• [Task statement] Would you copy the entries that follow exactly, leaving out every picture?

• [Provided records]
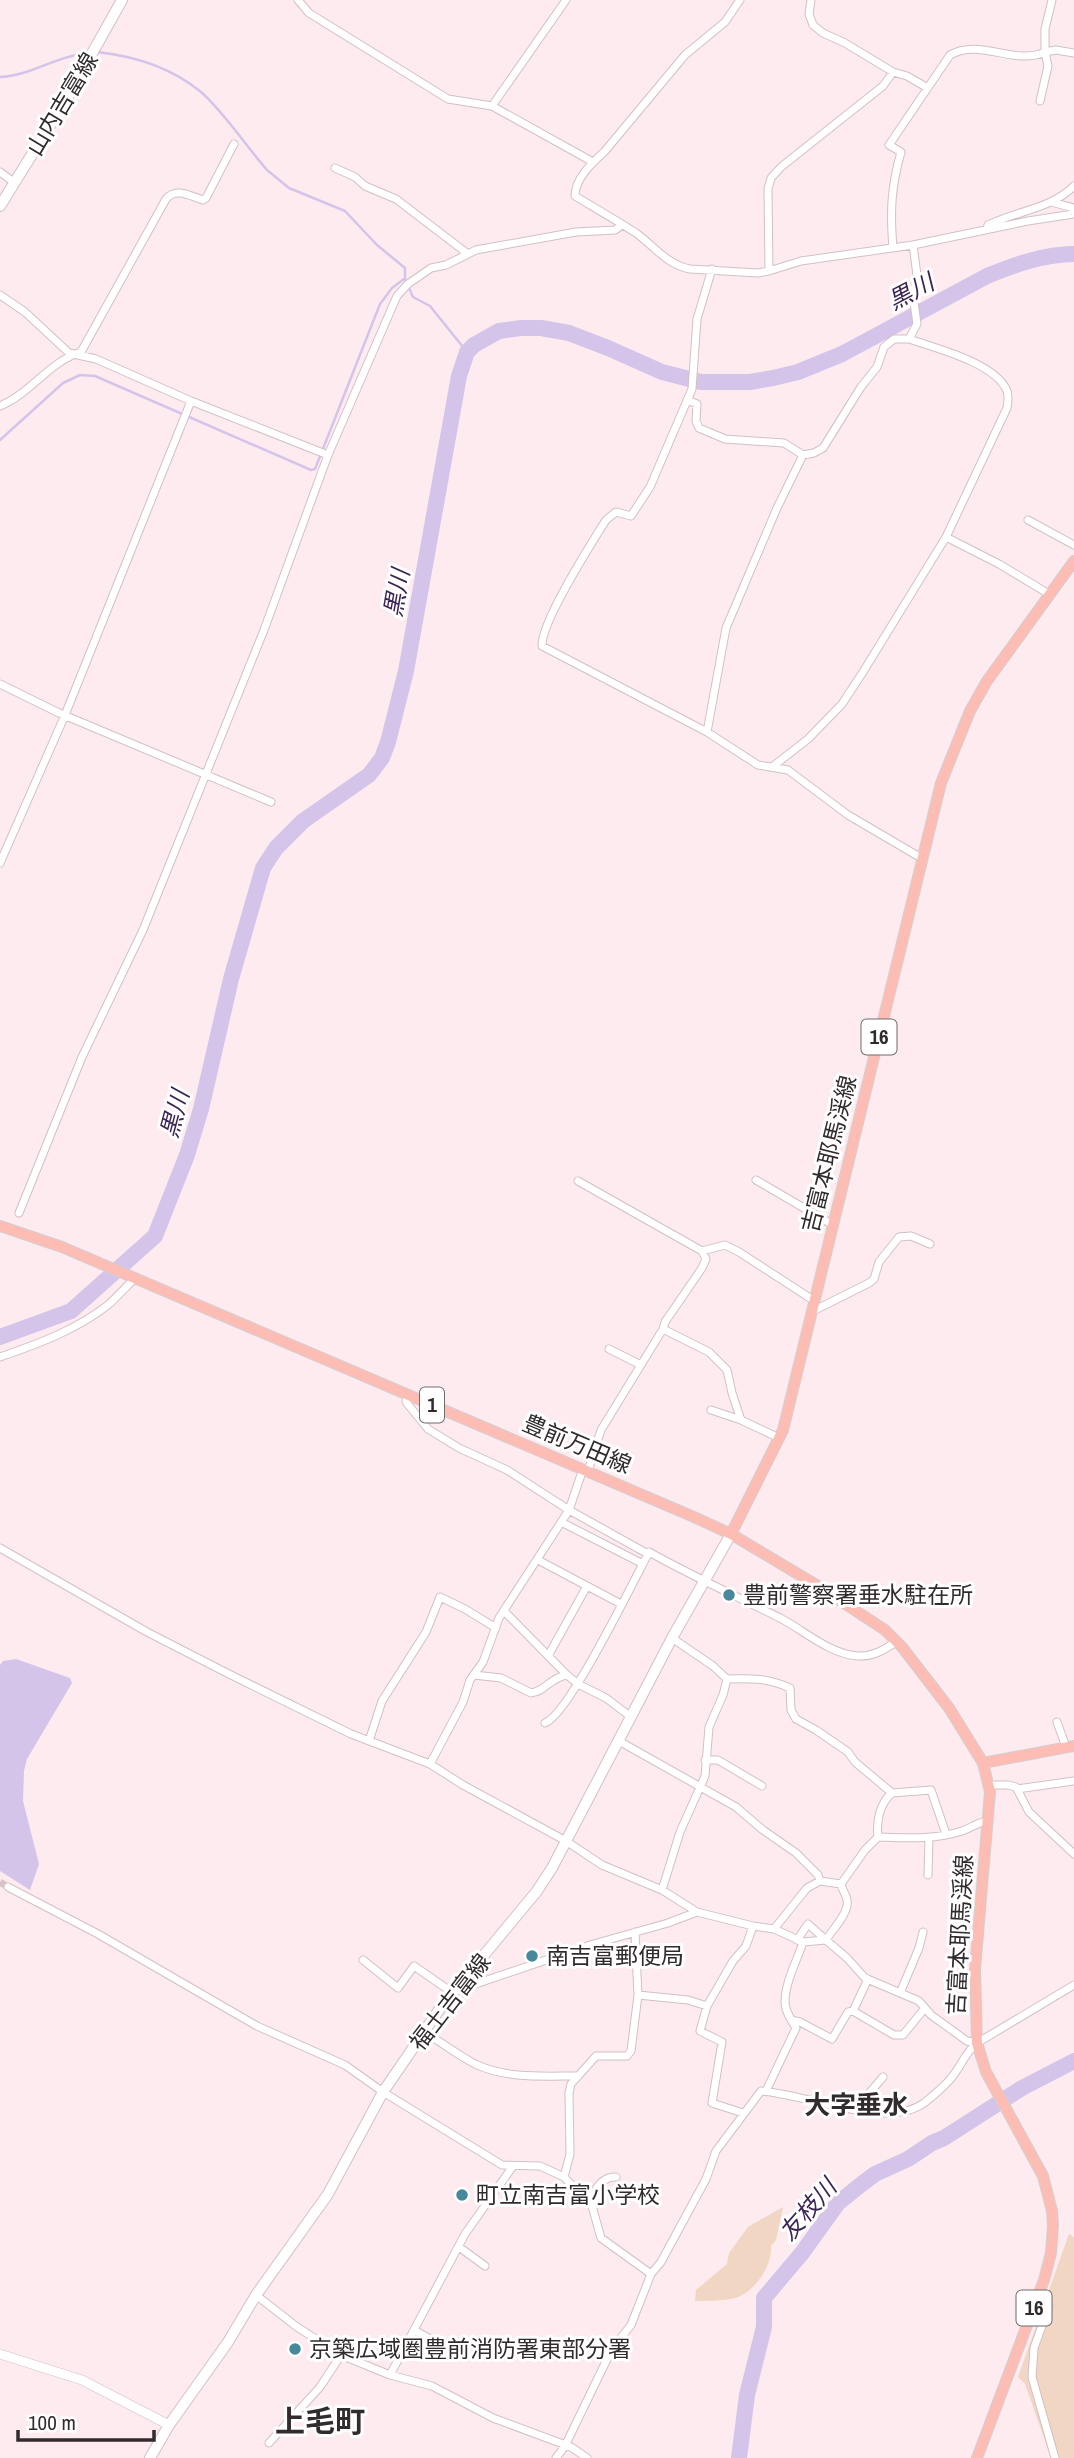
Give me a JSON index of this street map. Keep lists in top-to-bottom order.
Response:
{
  "streets": {
    "main road": [
      "山内吉富線",
      "16",
      "吉富本耶馬渓線",
      "1",
      "豊前万田線",
      "福土吉富線"
    ]
  },
  "crossings": [
    ["吉富本耶馬渓線", "豊前万田線"],
    ["吉富本耶馬渓線", "福土吉富線"],
    ["豊前万田線", "福土吉富線"]
  ],
  "districts": ["大字垂水", "上毛町"],
  "water": ["黒川", "友枝川"],
  "places": [
    "豊前警察署垂水駐在所",
    "南吉富郵便局",
    "町立南吉富小学校",
    "京築広域圏豊前消防署東部分署"
  ],
  "scale_bar": "100 m"
}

• [Reply]
Give me a JSON index of this street map. Keep lists in top-to-bottom order.
Response:
{
  "streets": {
    "main road": [
      "山内吉富線",
      "16",
      "吉富本耶馬渓線",
      "1",
      "豊前万田線",
      "福土吉富線"
    ]
  },
  "crossings": [
    ["吉富本耶馬渓線", "豊前万田線"],
    ["吉富本耶馬渓線", "福土吉富線"],
    ["豊前万田線", "福土吉富線"]
  ],
  "districts": ["大字垂水", "上毛町"],
  "water": ["黒川", "友枝川"],
  "places": [
    "豊前警察署垂水駐在所",
    "南吉富郵便局",
    "町立南吉富小学校",
    "京築広域圏豊前消防署東部分署"
  ],
  "scale_bar": "100 m"
}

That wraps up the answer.